═══ PROVIDED MATERIAL ═══
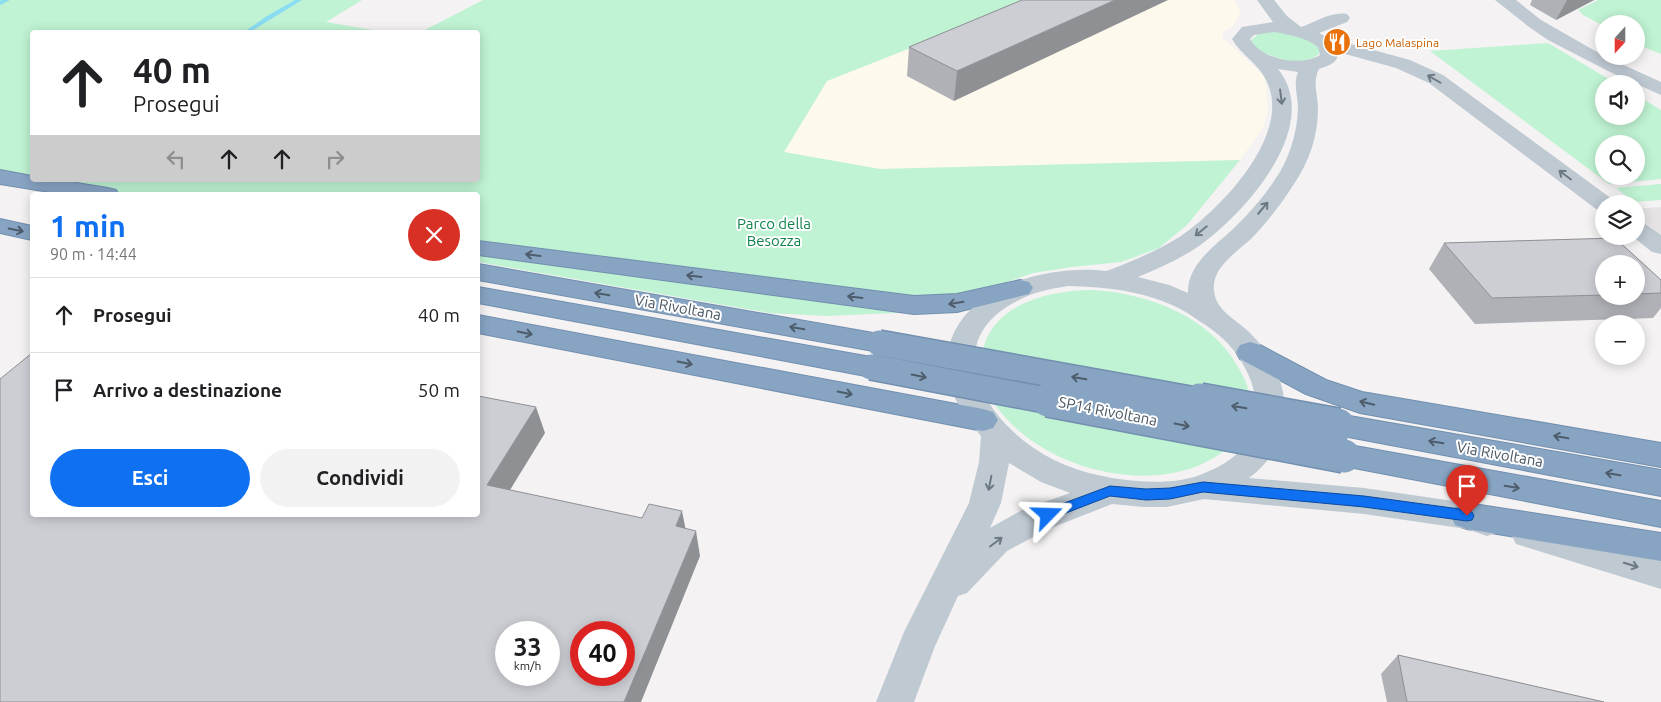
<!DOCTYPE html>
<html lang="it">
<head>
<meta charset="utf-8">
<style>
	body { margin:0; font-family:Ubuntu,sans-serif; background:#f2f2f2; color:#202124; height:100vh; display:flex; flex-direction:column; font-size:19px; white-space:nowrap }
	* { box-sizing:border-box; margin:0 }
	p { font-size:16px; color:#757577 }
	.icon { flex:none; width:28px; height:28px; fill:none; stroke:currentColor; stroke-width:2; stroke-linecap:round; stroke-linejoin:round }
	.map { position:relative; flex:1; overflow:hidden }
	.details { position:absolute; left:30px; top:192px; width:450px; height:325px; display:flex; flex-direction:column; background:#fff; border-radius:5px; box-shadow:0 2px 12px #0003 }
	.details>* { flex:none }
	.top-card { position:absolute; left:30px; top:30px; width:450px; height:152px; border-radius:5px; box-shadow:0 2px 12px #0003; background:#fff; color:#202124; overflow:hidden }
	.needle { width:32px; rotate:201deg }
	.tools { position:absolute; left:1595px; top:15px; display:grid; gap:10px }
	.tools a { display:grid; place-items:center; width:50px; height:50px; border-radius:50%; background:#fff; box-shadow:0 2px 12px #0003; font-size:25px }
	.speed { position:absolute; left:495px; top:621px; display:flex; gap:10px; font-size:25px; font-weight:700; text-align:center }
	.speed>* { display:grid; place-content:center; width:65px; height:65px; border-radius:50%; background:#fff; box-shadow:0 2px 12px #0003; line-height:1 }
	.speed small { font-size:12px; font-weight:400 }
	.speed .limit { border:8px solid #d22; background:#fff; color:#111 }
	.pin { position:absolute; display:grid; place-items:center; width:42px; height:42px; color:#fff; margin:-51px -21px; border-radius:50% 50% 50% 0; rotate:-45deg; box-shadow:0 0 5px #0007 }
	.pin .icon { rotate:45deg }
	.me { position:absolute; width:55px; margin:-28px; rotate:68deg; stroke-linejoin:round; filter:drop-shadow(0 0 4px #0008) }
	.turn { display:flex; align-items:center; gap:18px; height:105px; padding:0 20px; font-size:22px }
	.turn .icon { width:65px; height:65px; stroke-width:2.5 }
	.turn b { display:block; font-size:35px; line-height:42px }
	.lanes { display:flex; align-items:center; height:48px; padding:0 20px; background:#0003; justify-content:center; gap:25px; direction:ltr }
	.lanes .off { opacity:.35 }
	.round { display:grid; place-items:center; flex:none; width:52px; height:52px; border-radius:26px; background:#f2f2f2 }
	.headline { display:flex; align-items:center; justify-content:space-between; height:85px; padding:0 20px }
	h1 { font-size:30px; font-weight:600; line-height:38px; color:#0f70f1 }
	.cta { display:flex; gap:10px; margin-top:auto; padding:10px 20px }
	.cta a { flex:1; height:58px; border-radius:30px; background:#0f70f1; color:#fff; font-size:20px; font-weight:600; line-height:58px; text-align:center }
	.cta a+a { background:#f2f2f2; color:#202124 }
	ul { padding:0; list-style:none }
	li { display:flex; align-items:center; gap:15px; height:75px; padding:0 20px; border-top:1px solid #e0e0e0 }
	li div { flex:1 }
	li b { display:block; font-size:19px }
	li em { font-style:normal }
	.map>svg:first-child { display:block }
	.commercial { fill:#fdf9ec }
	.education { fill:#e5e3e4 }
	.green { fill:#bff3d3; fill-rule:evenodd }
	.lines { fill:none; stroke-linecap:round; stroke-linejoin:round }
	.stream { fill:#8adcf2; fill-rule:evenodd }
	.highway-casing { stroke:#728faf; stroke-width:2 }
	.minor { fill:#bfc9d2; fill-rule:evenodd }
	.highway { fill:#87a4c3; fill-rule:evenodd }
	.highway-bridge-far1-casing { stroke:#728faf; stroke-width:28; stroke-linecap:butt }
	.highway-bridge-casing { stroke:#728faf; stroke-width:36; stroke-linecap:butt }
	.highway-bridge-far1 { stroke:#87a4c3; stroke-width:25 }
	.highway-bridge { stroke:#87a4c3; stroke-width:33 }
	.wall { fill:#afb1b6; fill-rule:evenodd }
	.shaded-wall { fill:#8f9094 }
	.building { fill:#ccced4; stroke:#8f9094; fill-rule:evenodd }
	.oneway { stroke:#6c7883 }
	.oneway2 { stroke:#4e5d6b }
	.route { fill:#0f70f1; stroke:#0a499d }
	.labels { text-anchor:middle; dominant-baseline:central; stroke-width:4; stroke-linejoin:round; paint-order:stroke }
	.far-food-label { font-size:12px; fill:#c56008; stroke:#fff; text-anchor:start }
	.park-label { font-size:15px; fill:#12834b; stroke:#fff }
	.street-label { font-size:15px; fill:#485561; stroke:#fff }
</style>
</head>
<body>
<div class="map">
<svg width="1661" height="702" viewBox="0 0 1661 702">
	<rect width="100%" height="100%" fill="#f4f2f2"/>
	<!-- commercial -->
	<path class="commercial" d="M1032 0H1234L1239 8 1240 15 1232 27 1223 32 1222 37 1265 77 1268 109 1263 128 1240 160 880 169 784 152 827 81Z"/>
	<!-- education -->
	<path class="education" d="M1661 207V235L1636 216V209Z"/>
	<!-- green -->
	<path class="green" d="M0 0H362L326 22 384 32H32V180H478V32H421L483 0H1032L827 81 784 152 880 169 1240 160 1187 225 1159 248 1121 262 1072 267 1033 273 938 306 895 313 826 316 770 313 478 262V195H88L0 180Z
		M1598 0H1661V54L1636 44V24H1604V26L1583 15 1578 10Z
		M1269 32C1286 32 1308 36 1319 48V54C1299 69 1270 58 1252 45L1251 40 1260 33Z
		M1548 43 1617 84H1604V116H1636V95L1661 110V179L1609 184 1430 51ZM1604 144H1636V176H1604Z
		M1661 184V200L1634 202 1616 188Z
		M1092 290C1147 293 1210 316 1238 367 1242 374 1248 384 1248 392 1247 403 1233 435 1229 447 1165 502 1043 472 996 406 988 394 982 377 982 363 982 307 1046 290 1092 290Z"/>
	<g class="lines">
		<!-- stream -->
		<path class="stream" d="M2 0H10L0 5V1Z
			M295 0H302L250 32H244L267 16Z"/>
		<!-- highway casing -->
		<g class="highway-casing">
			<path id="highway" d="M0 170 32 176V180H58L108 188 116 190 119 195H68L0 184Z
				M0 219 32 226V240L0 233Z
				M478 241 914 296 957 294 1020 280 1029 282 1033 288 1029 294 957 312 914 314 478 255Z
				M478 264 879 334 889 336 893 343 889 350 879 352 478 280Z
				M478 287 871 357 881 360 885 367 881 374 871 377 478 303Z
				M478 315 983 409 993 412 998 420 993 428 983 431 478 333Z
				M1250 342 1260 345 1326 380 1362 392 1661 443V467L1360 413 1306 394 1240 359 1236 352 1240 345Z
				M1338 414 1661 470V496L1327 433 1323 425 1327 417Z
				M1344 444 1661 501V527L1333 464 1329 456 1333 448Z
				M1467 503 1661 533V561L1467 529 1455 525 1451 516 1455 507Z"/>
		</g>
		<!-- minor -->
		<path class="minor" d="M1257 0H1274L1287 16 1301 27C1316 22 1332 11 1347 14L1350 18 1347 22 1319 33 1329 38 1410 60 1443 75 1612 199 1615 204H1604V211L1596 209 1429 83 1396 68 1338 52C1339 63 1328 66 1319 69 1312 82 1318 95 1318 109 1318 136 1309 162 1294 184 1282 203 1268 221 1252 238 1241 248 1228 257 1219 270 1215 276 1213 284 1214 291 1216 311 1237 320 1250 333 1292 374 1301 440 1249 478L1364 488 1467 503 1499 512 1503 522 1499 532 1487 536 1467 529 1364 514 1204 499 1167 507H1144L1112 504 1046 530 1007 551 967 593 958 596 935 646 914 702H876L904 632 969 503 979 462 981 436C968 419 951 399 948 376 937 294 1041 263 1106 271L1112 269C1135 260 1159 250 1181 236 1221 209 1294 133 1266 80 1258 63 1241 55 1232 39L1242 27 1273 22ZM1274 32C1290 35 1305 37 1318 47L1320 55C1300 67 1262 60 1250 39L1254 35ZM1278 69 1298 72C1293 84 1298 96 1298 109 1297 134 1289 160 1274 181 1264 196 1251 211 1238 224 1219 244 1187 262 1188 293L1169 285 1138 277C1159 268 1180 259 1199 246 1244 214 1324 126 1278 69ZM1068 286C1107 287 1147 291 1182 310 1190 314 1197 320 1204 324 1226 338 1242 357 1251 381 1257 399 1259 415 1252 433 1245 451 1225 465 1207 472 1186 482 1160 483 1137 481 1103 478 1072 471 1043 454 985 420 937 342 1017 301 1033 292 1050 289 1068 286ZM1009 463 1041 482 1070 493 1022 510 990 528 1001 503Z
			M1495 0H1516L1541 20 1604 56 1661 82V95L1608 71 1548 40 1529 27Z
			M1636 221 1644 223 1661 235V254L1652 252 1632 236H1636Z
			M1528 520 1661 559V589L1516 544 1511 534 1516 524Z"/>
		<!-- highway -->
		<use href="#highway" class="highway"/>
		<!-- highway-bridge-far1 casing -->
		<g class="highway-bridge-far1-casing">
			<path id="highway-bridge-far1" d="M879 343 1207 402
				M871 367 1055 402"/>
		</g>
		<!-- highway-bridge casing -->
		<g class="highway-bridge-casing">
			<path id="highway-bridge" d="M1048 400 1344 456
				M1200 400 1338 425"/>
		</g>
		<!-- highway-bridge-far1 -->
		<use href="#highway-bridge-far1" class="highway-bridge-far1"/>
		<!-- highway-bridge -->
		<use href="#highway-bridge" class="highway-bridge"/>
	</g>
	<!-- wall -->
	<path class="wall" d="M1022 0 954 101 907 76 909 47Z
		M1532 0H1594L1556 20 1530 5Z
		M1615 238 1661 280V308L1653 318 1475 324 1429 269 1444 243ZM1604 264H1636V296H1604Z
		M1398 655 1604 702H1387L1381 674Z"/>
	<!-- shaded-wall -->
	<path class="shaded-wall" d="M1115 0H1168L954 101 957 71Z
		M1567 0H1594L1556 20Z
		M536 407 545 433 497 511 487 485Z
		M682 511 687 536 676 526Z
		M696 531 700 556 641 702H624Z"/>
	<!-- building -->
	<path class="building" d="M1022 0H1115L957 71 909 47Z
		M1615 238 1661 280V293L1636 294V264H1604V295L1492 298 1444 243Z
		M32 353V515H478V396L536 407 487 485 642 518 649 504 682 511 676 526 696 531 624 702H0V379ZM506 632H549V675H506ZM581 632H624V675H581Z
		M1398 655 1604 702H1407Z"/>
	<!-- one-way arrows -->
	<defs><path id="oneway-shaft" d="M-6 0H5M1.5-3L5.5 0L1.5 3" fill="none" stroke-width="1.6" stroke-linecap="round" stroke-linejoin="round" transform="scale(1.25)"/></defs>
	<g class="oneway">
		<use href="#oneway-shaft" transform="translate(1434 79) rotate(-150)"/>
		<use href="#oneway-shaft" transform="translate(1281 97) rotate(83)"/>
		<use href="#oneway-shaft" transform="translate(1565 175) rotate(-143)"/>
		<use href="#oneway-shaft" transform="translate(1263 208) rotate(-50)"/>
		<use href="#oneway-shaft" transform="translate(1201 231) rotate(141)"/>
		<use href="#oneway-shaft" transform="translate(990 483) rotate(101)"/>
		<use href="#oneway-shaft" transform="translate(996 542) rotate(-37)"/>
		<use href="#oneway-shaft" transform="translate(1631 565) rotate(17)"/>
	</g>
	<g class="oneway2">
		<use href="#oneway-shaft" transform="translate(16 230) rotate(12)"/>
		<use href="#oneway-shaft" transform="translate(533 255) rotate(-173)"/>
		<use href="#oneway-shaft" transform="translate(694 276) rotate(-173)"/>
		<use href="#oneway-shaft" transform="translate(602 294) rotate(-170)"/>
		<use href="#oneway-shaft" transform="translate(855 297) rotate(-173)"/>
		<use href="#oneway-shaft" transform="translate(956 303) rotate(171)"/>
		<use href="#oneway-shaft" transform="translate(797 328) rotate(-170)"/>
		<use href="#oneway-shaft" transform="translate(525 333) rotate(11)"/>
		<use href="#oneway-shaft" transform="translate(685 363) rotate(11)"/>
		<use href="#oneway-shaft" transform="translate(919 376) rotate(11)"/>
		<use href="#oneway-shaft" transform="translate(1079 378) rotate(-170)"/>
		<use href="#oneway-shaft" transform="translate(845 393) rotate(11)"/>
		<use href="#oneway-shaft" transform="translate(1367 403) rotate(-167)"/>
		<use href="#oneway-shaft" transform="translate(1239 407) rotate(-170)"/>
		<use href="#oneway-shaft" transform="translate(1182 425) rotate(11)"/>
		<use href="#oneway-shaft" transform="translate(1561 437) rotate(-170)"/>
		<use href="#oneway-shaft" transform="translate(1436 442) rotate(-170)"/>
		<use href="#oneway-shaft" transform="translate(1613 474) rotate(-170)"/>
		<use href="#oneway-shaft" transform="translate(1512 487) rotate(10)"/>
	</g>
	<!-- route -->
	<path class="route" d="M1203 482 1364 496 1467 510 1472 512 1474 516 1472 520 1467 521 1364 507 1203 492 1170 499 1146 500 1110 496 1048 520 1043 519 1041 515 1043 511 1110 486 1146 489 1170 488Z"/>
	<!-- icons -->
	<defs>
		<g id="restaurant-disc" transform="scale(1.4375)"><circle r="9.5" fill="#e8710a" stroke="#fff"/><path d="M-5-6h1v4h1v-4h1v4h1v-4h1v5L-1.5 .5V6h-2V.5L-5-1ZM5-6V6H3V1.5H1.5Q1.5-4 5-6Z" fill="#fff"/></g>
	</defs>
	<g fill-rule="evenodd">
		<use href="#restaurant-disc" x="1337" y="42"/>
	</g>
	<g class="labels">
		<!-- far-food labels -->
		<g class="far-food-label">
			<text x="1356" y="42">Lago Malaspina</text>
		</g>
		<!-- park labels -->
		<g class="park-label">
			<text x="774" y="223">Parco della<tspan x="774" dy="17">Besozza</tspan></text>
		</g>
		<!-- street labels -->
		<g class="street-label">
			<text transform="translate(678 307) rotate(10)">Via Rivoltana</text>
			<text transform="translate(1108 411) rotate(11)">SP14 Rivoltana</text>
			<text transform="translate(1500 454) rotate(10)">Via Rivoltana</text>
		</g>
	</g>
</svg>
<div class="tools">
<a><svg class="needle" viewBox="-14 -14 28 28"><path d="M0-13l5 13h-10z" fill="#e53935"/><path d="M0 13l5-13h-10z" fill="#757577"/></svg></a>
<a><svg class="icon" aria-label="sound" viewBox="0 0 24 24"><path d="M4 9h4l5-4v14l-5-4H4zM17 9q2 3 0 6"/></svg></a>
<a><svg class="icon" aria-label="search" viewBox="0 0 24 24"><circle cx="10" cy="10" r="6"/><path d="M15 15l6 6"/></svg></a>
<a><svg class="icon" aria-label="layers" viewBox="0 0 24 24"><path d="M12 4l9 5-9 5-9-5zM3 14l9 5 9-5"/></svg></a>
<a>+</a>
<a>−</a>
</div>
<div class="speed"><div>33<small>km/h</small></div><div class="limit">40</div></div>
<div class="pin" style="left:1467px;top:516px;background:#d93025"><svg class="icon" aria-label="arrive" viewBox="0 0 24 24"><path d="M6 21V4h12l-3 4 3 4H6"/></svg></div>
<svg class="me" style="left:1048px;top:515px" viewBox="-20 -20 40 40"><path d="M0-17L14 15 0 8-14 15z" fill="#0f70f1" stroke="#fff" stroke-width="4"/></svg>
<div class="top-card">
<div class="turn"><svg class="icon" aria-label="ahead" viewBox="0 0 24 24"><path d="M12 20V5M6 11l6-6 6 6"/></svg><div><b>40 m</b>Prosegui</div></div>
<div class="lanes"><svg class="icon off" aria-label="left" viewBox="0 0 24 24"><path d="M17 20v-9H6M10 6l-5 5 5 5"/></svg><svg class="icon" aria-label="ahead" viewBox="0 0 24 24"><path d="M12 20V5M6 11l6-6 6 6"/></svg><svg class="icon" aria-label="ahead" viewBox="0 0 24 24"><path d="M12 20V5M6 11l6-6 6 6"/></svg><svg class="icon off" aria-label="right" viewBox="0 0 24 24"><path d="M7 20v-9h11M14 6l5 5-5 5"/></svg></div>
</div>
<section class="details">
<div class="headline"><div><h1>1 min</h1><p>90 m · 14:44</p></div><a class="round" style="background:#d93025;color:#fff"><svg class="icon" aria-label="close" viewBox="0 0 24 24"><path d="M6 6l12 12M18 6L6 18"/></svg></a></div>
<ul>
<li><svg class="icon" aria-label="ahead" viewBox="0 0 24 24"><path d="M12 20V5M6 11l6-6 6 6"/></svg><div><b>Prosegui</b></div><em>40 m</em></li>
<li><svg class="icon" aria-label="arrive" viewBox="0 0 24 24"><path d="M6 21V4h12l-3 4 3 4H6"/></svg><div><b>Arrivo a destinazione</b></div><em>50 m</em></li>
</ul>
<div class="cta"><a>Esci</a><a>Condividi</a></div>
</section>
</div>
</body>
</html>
═══
DIRECTIONS:
For every line above that holds the word "small", report the whole line.

WRITTEN RESPONSE:
	.speed small { font-size:12px; font-weight:400 }
<div class="speed"><div>33<small>km/h</small></div><div class="limit">40</div></div>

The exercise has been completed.